* [About this task]: From the data below, copy exactly the lines that lie between the one holding "width:45px; height:45px; display:grid;" and the one holding "display:grid; place-items:center; width:32px;", including both, and nothing more.

=== Material provided ===

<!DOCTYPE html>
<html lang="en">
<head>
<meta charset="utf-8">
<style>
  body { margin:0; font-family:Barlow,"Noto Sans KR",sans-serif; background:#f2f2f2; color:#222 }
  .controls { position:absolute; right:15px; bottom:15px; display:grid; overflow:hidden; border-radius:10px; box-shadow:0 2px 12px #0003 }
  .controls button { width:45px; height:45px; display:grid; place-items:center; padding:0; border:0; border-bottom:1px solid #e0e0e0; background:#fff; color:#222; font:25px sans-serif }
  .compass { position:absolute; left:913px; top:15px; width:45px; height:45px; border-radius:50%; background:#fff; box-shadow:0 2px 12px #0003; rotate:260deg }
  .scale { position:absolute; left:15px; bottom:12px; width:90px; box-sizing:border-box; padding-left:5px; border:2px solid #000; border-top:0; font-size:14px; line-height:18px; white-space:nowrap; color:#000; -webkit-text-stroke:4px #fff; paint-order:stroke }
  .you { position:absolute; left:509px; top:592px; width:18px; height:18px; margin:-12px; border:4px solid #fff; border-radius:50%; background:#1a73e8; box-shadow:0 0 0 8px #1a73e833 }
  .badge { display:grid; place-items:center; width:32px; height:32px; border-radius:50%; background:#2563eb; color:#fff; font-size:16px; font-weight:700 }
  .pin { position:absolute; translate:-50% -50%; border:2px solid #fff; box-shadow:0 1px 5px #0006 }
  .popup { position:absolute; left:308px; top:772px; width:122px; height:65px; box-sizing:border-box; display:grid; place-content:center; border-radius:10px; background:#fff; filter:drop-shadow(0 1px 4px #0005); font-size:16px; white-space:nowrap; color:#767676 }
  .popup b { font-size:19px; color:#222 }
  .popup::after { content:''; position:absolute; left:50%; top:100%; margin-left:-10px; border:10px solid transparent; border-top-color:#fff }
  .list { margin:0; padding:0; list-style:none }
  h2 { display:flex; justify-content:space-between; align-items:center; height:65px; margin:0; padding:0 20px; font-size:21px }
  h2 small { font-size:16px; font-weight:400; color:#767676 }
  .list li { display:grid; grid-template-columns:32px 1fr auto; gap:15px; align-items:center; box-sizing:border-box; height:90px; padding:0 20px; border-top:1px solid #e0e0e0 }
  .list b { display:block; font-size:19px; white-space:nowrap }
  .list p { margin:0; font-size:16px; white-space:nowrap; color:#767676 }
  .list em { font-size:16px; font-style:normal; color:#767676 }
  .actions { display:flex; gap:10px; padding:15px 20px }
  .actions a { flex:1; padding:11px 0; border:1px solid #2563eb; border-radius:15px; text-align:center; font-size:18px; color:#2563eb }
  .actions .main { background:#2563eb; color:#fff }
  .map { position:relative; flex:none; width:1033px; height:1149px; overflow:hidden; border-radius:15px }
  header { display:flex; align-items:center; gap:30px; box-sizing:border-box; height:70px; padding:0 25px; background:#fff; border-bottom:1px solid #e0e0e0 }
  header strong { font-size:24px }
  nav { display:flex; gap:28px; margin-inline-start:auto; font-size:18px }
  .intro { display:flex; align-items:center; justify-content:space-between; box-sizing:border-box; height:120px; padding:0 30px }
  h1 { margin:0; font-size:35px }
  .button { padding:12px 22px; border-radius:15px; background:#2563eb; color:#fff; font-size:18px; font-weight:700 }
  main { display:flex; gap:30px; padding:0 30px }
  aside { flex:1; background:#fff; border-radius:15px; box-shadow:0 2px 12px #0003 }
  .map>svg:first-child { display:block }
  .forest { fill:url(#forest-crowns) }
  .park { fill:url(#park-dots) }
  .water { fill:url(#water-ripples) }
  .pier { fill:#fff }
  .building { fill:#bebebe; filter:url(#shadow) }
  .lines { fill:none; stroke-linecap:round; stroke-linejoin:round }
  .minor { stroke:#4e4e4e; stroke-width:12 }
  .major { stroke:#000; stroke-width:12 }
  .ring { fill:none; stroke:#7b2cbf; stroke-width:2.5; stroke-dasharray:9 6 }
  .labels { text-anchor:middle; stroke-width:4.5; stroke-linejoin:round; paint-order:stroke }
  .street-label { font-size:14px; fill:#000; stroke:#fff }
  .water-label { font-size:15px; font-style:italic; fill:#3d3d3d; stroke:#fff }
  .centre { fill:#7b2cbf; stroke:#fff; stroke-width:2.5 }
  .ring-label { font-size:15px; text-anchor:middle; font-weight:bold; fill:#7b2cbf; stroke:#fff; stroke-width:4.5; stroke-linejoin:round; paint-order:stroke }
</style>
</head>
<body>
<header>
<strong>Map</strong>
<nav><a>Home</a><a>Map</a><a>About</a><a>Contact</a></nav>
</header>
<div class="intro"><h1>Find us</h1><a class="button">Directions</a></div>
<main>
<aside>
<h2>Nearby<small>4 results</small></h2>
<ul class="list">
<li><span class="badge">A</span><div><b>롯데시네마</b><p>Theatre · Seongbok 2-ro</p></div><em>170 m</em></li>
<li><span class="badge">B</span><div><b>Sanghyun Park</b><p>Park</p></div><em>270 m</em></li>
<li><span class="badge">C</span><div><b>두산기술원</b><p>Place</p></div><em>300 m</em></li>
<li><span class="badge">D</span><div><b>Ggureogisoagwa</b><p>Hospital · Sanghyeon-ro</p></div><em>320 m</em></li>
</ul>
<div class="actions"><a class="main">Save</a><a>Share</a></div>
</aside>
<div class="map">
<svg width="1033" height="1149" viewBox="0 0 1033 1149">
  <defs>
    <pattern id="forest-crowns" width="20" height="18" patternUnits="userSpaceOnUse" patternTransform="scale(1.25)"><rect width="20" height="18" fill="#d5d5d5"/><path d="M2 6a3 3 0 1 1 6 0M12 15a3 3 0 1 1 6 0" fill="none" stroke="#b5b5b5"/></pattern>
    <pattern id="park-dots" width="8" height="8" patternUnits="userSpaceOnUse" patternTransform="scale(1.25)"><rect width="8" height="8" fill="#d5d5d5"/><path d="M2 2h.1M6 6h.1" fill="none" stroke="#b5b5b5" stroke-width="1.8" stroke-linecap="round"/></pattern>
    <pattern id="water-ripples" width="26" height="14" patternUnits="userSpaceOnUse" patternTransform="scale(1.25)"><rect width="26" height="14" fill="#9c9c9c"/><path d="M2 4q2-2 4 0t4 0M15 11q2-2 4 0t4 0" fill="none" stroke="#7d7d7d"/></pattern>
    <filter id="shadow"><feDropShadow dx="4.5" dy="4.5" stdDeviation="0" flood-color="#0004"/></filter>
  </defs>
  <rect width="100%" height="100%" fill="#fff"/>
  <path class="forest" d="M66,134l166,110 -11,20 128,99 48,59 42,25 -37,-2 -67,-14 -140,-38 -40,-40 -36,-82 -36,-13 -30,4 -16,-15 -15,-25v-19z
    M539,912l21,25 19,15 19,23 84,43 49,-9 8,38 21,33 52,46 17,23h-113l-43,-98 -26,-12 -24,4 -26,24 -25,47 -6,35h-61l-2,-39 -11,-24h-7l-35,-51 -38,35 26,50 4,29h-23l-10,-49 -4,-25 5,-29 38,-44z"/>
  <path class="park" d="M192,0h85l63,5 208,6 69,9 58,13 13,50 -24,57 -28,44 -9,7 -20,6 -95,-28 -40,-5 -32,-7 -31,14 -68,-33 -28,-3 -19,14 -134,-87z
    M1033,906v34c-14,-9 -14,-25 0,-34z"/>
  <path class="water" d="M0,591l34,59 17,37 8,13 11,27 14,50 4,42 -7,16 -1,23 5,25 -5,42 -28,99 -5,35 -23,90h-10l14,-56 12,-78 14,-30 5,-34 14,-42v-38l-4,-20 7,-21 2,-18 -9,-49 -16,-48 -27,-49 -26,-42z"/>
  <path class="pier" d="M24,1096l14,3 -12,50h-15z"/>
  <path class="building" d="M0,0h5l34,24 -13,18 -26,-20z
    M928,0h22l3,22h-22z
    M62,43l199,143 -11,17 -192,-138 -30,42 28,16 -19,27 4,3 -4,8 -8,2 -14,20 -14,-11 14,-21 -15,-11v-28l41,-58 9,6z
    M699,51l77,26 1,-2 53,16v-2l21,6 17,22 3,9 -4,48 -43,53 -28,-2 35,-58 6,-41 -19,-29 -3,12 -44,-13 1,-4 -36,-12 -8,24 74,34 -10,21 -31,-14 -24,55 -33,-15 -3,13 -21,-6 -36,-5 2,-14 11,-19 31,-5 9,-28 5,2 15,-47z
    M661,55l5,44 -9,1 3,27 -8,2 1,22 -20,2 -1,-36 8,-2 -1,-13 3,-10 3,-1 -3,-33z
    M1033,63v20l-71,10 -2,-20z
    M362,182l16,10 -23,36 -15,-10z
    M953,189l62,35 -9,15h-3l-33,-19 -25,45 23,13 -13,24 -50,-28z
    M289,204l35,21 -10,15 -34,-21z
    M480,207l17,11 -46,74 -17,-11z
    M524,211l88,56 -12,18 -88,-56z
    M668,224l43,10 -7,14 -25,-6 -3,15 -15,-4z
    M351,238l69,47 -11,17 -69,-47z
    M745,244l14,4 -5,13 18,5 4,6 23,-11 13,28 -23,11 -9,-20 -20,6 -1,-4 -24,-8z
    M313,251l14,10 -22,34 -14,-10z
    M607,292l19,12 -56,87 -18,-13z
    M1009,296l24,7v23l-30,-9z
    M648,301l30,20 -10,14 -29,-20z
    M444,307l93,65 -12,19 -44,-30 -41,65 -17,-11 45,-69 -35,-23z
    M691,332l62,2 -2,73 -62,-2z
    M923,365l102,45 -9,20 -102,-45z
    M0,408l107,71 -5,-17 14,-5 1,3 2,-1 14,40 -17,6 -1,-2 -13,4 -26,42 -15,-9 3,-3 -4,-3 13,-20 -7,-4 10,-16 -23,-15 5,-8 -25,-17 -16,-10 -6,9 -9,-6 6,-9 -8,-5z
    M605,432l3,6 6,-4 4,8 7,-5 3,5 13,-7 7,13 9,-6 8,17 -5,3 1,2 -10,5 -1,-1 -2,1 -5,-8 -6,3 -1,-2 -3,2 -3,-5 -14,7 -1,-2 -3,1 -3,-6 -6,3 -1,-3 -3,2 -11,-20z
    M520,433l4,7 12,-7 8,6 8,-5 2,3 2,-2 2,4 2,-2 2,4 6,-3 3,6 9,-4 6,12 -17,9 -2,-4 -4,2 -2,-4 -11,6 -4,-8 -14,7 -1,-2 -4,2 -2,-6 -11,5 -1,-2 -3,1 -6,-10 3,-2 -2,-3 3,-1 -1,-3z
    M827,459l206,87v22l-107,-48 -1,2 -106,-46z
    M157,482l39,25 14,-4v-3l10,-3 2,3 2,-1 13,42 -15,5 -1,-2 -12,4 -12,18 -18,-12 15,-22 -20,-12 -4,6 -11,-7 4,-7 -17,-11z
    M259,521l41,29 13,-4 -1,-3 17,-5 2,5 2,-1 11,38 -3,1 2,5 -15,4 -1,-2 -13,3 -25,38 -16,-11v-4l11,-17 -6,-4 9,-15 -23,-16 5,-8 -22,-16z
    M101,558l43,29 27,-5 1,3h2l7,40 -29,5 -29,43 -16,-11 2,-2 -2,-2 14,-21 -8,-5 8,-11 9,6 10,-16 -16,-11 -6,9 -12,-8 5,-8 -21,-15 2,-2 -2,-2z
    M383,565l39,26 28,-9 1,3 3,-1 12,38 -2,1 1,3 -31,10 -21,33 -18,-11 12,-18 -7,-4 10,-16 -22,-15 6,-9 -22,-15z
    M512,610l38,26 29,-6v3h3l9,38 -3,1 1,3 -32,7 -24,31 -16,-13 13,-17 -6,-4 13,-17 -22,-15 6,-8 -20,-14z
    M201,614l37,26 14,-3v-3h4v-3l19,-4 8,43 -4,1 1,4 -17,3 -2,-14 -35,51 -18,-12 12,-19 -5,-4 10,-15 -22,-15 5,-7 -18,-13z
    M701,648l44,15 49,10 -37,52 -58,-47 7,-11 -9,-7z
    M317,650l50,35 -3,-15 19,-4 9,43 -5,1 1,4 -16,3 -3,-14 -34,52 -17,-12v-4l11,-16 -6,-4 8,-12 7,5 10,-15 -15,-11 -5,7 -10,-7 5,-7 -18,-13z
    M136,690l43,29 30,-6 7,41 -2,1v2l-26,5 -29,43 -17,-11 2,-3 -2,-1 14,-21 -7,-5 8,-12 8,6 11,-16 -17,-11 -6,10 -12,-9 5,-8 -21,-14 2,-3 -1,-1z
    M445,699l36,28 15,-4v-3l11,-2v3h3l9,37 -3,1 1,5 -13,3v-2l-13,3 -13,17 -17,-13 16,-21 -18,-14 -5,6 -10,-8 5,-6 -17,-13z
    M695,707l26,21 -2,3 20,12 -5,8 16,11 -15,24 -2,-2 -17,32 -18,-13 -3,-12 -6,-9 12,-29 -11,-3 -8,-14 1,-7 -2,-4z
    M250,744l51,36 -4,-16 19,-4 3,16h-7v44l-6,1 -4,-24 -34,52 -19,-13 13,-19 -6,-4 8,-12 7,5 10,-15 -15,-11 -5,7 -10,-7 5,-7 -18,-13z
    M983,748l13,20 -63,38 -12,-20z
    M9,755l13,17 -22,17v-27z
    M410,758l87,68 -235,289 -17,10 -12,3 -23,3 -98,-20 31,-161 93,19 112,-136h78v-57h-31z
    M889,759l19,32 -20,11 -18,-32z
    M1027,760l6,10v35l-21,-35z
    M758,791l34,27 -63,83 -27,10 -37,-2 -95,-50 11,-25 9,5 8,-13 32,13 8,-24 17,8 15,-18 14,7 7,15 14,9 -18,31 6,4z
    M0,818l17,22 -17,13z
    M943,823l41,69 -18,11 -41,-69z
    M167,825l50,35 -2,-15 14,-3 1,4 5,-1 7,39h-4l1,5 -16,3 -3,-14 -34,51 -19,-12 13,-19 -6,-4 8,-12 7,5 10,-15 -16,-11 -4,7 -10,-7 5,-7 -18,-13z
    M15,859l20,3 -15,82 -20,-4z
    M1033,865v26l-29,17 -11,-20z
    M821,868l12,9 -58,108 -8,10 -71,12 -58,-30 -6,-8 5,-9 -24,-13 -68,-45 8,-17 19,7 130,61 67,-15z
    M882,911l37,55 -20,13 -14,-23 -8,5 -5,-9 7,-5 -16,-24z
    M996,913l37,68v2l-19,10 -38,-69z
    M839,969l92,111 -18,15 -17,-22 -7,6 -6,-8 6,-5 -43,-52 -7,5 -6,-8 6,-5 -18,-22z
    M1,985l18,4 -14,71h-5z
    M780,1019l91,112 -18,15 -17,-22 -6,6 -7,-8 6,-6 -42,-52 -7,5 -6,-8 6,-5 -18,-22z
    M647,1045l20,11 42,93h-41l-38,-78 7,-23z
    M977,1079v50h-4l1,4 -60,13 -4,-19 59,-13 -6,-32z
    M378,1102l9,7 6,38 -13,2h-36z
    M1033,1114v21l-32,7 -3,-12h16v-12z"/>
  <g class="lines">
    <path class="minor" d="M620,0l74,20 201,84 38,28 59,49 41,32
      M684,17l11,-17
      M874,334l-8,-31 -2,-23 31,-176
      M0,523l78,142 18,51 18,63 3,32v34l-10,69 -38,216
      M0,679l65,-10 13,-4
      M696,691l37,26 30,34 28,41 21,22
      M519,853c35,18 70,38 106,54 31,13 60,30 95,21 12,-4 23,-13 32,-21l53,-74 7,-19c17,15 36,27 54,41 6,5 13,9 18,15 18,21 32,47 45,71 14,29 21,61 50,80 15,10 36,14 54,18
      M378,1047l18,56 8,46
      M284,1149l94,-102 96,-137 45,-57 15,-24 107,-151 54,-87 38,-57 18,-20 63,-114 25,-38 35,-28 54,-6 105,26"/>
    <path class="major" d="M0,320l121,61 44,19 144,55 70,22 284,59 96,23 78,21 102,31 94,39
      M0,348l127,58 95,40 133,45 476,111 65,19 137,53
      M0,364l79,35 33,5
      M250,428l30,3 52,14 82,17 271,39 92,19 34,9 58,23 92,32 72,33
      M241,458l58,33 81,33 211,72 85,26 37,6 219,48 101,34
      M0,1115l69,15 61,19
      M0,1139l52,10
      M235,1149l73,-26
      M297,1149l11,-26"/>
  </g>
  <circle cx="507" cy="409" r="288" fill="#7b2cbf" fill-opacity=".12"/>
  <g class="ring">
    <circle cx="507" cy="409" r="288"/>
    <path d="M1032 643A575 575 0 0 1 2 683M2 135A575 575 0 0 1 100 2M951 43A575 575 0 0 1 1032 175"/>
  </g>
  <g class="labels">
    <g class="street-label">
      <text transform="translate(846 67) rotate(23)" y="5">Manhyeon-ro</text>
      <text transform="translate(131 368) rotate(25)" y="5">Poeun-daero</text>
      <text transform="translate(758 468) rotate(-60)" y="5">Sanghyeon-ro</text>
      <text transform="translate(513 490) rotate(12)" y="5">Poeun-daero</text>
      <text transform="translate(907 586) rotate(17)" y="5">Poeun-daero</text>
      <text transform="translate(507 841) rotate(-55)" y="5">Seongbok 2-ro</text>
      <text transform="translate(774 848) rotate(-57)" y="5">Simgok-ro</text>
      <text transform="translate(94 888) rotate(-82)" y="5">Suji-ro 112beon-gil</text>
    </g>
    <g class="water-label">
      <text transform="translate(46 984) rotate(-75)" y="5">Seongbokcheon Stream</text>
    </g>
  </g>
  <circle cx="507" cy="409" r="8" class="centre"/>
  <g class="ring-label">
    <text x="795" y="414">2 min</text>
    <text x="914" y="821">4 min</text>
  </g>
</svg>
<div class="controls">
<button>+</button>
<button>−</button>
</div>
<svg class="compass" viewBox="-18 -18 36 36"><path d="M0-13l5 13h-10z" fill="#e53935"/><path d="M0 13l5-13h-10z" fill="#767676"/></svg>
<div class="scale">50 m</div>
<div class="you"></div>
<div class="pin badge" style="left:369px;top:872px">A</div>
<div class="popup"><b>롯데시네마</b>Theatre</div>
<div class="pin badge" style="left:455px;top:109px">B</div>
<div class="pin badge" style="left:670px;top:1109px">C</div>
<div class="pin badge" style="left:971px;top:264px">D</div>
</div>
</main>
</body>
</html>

===

* [Output]:
  .controls button { width:45px; height:45px; display:grid; place-items:center; padding:0; border:0; border-bottom:1px solid #e0e0e0; background:#fff; color:#222; font:25px sans-serif }
  .compass { position:absolute; left:913px; top:15px; width:45px; height:45px; border-radius:50%; background:#fff; box-shadow:0 2px 12px #0003; rotate:260deg }
  .scale { position:absolute; left:15px; bottom:12px; width:90px; box-sizing:border-box; padding-left:5px; border:2px solid #000; border-top:0; font-size:14px; line-height:18px; white-space:nowrap; color:#000; -webkit-text-stroke:4px #fff; paint-order:stroke }
  .you { position:absolute; left:509px; top:592px; width:18px; height:18px; margin:-12px; border:4px solid #fff; border-radius:50%; background:#1a73e8; box-shadow:0 0 0 8px #1a73e833 }
  .badge { display:grid; place-items:center; width:32px; height:32px; border-radius:50%; background:#2563eb; color:#fff; font-size:16px; font-weight:700 }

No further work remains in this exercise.